EXERCISE » When checking the entries below, count every line with the word "Truck", then give only that number.

[Excerpts from a dataset]
====================

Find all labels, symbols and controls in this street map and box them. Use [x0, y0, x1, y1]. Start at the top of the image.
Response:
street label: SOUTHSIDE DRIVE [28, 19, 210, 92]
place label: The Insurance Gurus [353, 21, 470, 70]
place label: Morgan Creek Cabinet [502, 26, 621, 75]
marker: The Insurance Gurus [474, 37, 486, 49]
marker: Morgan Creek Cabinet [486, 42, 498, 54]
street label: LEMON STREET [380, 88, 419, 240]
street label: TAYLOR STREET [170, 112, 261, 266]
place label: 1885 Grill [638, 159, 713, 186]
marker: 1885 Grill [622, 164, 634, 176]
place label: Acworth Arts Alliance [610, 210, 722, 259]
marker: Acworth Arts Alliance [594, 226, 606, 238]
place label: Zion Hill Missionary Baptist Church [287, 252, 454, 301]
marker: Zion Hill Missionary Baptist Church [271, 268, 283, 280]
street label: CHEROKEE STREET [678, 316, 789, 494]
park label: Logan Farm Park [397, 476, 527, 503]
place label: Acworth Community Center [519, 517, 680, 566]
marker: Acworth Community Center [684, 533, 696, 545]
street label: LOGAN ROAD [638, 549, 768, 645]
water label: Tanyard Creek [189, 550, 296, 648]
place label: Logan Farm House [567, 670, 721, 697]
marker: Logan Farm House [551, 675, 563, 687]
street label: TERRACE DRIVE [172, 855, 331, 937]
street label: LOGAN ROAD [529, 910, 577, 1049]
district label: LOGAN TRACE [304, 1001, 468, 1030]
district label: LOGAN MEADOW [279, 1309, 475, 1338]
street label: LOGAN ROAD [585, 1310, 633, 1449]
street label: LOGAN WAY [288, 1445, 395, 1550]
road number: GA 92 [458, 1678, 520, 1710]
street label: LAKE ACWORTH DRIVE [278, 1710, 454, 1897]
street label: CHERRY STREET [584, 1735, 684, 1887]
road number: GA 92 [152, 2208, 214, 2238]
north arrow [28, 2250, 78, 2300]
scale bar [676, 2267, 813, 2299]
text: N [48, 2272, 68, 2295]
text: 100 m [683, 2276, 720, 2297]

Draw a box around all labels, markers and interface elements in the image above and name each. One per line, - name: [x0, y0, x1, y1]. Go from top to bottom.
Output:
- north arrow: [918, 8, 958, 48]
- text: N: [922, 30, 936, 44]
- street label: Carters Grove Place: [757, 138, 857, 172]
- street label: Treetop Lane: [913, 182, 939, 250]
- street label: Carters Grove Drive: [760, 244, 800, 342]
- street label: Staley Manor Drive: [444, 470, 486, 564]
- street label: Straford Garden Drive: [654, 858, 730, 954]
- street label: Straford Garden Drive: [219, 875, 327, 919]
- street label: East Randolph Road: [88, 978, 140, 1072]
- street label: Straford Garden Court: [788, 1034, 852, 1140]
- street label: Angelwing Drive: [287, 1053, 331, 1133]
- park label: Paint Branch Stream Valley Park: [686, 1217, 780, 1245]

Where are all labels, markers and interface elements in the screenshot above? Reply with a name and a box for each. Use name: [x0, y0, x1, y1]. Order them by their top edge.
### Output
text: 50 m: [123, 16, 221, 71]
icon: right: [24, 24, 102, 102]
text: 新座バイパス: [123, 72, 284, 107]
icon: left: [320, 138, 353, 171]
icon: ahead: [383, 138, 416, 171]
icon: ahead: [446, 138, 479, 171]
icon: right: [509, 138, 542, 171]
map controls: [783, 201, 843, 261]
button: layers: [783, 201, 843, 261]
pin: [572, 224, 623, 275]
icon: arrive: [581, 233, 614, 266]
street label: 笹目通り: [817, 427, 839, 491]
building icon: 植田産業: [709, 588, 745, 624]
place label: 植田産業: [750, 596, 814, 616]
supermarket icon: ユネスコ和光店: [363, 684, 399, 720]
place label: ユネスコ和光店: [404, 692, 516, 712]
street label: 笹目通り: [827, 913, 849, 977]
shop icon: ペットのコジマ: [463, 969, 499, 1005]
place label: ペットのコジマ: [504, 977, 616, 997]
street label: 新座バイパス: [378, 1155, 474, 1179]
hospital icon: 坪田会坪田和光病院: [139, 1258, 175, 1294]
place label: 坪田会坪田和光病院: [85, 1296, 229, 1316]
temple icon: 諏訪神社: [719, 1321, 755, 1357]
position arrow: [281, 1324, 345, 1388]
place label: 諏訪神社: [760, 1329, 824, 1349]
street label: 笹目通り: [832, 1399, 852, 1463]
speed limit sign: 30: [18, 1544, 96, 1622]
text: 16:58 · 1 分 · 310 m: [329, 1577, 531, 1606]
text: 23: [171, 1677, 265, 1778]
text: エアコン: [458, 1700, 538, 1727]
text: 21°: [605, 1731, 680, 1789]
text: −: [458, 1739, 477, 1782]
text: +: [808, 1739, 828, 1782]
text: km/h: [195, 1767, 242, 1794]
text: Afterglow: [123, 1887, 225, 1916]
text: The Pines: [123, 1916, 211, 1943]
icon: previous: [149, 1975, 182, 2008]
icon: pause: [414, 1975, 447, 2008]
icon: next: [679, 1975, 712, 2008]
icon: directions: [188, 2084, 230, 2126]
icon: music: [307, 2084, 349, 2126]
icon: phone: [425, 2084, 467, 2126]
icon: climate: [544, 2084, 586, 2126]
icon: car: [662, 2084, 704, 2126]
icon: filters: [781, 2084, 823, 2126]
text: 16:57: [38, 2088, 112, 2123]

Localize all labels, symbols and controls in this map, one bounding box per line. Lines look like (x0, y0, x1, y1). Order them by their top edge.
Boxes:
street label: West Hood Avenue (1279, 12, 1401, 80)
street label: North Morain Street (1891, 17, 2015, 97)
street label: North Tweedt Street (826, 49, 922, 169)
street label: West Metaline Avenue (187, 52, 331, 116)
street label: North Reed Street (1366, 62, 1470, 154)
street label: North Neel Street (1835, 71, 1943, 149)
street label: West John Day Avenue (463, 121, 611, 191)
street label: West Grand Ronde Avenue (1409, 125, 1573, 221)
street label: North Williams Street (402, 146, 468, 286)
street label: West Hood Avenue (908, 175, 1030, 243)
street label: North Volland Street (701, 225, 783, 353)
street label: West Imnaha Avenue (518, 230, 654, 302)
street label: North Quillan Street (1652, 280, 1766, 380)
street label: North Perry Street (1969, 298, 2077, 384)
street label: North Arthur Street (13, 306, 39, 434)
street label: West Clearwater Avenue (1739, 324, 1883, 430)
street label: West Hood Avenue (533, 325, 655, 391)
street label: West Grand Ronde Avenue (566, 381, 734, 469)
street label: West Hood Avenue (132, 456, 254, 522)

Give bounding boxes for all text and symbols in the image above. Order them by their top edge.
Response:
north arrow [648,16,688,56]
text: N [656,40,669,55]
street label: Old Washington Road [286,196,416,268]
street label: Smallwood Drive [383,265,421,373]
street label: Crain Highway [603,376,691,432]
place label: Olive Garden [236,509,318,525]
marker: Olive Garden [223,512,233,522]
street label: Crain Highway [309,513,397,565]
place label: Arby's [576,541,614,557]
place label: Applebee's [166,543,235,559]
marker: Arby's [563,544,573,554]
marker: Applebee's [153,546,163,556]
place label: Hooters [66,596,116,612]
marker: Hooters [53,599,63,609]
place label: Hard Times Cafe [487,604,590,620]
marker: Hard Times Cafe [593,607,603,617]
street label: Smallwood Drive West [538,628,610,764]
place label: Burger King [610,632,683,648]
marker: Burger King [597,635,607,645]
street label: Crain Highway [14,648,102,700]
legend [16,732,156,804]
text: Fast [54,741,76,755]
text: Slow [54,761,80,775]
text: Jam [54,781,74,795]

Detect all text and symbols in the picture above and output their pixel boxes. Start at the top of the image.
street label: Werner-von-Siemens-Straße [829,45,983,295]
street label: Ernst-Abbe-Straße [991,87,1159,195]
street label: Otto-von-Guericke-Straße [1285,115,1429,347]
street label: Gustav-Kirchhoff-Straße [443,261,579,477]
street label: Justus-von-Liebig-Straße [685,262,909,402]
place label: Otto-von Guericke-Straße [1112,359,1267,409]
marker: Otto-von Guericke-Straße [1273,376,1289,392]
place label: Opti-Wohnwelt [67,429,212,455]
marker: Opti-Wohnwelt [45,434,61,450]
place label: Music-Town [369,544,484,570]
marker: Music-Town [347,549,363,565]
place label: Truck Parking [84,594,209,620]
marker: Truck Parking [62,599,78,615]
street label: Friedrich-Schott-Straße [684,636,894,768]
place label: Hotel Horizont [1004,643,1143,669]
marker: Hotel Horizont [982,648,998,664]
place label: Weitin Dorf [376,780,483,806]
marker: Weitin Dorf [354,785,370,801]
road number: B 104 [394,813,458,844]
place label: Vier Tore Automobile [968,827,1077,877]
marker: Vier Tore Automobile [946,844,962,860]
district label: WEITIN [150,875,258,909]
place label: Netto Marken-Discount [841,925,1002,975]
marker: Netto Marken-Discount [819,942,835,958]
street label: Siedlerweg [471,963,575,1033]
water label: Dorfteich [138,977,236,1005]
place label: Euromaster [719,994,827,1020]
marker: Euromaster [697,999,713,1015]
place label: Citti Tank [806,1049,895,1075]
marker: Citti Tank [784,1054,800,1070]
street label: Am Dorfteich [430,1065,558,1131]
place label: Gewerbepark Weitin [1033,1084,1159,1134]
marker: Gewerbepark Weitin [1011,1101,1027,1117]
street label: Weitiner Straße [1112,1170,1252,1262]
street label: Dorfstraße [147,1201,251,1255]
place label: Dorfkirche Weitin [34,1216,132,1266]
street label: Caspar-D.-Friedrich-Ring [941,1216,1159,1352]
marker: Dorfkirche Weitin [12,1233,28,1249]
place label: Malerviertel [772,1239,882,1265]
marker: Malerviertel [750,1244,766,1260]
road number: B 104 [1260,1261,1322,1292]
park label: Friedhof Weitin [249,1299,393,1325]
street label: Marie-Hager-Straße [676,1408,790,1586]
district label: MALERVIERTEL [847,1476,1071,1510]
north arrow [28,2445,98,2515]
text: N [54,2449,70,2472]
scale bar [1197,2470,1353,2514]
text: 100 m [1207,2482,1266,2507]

====================

FINAL ANSWER » 2